Texas would need to keep Webb off the field as much as possible while mixing in enough of a passing game to keep Cal from focusing on the run—and they did a great job of doing just that.

Shane Buechele had to leave the game in the first half to be evaluated for a possible injury but returned and completed 19 of 33 passes for 196 yards, one touchdown, and one interception. The running game did what it needed to against a weak Cal run defense with 307 total yards (D’Onta Foreman, 21 carries, 157 yards and two touchdowns; Chris Warren III, 18 carries, 119 yards and two touchdowns).

When your offense generates 568 yards and 43 points, it should win, but the defense failed to hold up its end by allowing Cal to generate over 500 as well. Webb picked apart the Texas secondary with ease (27-40, 396 yards, four touchdowns) and Vic Enwere had little trouble finding room to run (18 carries 110 yards and two touchdowns).

Both offenses exploded in the first half which saw Cal take a 35-33 lead into the half.
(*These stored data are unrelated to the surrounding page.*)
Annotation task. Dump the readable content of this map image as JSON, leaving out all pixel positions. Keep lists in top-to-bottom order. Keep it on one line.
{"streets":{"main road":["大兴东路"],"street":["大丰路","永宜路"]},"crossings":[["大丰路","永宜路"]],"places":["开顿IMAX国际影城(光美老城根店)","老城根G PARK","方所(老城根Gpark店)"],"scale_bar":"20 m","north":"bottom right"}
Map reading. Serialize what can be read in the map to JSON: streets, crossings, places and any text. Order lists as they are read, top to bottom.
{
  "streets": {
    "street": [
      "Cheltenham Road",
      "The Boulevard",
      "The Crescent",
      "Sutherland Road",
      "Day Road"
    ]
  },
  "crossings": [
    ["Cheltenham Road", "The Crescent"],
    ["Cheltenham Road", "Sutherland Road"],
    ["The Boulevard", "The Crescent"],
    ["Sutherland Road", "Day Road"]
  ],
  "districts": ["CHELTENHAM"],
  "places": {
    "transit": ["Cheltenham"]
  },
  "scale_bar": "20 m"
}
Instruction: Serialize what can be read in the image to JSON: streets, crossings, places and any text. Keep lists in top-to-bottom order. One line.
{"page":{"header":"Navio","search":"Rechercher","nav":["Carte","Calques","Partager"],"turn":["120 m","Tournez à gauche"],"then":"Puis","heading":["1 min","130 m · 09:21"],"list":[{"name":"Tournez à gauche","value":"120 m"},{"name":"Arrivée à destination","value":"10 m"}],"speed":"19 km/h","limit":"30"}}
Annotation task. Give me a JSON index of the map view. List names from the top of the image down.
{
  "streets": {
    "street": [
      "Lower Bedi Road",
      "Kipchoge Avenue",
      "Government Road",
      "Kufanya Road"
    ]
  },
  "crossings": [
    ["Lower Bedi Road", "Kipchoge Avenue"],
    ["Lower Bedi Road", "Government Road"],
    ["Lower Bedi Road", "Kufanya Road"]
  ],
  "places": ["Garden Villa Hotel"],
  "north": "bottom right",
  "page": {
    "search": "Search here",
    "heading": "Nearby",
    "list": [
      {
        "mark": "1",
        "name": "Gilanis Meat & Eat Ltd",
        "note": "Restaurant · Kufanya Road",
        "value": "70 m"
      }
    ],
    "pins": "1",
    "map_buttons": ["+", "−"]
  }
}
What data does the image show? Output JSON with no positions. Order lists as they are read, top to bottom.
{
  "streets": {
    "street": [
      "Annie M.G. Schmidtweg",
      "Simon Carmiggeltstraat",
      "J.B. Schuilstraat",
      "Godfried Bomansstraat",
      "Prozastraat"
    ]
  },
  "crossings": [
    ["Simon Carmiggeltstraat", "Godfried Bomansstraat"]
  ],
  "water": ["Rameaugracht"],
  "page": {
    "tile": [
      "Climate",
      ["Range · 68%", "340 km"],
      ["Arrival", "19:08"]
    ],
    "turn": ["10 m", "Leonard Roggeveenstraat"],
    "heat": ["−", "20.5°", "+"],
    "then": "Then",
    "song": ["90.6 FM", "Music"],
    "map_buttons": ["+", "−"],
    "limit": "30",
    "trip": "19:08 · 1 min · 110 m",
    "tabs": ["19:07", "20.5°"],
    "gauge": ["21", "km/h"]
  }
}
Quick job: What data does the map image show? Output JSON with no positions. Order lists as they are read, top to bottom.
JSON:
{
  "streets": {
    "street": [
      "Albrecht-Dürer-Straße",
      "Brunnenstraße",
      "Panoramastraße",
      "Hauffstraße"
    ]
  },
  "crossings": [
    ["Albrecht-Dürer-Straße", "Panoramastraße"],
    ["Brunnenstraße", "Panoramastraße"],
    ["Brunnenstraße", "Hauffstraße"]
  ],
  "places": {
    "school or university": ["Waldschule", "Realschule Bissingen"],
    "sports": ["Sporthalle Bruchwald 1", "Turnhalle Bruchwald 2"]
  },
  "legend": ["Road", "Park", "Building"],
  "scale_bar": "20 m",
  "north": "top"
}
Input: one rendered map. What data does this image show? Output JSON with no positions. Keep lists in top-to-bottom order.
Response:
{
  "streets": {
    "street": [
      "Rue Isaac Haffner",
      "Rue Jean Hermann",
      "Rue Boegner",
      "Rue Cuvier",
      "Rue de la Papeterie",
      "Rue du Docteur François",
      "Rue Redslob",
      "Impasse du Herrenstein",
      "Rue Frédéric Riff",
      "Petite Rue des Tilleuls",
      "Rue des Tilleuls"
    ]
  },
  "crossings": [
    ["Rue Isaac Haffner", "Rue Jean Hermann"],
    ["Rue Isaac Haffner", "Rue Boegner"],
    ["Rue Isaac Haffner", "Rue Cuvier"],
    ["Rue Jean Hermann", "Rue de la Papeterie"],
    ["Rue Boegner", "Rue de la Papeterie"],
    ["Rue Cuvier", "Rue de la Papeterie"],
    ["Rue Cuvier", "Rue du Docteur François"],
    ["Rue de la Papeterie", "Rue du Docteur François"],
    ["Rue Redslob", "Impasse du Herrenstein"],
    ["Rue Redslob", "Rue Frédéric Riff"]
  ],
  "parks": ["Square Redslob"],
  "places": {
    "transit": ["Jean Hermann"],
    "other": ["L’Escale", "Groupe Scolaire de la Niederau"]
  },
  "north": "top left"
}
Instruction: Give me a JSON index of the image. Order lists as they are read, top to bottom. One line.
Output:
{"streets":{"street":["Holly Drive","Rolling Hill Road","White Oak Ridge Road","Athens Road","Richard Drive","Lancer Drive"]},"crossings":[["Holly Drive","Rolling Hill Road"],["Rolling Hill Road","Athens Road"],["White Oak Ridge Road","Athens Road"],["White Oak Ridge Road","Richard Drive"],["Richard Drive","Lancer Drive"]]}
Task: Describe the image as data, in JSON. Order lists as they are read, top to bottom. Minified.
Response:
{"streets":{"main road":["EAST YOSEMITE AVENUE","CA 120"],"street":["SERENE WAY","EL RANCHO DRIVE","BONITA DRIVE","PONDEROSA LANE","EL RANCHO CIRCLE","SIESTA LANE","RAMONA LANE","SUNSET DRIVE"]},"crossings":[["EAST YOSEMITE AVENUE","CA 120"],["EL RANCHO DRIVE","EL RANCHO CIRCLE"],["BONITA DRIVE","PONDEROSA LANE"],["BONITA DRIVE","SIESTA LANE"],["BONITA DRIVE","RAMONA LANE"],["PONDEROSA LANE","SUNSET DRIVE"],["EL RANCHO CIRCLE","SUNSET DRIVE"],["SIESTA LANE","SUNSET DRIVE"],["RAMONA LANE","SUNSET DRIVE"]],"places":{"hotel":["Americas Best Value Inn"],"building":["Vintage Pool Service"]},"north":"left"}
It looked like both teams could hit 70 before the game ended, and the winner would be the team to get the ball last. But both defenses stiffened up in the third quarter and didn’t allow a single point.

In the end, it was the team that had the ball last that won, but Cal did its best to give Texas another chance. With a 50-43 lead, Vic Enwere appeared to ice the game with a 55-yard touchdown run, but he celebrated a moment early and dropped the ball at the one-yard line. Players from both teams ran by the ball before Texas safety Dylan Haines picked it up and handed it to the ref.

The replay showed it was indeed a fumble, but since no one tried to recover it in a timely fashion, Cal was allowed to keep the ball.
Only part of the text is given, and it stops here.